→ **ABOUT THIS EXERCISE**: Every line containing the string "into" should be returned from the records.

(Stored items)
────────

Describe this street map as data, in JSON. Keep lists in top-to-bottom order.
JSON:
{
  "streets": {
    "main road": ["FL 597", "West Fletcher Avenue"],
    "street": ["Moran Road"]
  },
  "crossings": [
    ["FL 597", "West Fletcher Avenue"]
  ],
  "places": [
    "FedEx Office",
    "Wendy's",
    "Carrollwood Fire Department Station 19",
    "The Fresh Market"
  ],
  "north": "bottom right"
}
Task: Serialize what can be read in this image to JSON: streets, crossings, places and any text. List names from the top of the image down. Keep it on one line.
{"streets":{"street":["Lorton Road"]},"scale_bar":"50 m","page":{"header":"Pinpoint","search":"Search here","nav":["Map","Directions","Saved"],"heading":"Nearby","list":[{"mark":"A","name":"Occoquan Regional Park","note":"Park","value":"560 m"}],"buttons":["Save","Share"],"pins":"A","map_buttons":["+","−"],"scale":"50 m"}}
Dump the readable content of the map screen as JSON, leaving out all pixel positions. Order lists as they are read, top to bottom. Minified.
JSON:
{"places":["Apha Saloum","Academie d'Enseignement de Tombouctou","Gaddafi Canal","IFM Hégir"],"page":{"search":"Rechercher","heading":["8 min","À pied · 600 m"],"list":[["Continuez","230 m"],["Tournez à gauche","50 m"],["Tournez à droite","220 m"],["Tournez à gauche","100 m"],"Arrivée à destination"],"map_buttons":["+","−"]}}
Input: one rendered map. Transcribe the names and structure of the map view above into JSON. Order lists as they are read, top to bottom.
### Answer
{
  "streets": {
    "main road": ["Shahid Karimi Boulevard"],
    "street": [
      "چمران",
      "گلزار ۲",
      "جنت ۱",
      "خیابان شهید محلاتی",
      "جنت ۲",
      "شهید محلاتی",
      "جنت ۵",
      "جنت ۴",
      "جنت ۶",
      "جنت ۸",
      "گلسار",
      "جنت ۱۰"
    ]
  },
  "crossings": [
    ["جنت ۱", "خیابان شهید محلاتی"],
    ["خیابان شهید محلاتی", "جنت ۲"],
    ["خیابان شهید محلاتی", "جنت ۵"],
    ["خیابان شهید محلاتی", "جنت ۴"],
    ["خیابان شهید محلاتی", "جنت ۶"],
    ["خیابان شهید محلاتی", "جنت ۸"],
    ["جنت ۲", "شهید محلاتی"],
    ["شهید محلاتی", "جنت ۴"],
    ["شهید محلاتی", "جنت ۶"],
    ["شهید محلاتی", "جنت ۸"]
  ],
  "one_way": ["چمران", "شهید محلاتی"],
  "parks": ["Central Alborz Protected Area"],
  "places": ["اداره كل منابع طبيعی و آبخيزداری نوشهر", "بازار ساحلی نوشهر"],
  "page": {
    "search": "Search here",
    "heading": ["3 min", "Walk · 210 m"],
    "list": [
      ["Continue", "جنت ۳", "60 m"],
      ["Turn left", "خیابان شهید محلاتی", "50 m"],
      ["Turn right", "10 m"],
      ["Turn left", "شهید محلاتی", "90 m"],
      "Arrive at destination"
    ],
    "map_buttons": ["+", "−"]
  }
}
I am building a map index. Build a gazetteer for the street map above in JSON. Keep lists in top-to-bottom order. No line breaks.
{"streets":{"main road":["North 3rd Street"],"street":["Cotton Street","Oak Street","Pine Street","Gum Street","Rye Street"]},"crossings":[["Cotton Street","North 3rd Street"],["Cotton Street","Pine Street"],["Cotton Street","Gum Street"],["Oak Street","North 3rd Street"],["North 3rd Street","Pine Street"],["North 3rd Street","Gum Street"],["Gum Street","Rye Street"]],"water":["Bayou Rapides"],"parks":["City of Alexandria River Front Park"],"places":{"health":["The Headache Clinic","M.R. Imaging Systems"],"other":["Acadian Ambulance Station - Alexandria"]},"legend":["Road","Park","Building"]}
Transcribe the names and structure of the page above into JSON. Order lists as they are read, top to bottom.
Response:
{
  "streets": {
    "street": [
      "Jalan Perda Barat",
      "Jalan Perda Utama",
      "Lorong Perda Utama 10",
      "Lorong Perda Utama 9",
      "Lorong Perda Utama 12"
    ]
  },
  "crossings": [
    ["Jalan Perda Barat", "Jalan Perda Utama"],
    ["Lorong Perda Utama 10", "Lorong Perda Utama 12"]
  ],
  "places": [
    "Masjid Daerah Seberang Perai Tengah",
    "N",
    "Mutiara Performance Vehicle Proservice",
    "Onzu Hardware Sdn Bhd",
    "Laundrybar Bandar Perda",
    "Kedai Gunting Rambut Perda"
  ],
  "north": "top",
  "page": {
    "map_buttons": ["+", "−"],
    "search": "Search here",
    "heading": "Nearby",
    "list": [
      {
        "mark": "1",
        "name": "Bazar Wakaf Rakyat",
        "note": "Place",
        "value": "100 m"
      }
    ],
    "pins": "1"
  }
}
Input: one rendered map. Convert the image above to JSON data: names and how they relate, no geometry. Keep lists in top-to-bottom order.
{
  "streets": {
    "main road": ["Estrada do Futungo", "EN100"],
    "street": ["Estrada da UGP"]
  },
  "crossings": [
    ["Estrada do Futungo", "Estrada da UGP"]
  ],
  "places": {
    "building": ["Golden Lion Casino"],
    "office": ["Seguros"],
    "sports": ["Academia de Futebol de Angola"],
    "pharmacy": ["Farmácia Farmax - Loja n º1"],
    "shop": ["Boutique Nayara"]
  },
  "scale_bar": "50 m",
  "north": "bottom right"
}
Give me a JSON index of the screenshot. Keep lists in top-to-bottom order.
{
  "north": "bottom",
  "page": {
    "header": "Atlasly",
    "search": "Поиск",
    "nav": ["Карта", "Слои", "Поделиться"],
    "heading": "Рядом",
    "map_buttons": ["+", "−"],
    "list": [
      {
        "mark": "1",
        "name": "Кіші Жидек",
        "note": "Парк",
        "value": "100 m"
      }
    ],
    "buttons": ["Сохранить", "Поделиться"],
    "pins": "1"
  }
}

────────

→ **RESULT OF THE TASK**:
Input: one rendered map. Transcribe the names and structure of the map view above into JSON. Order lists as they are read, top to bottom.
Transcribe the names and structure of the page above into JSON. Order lists as they are read, top to bottom.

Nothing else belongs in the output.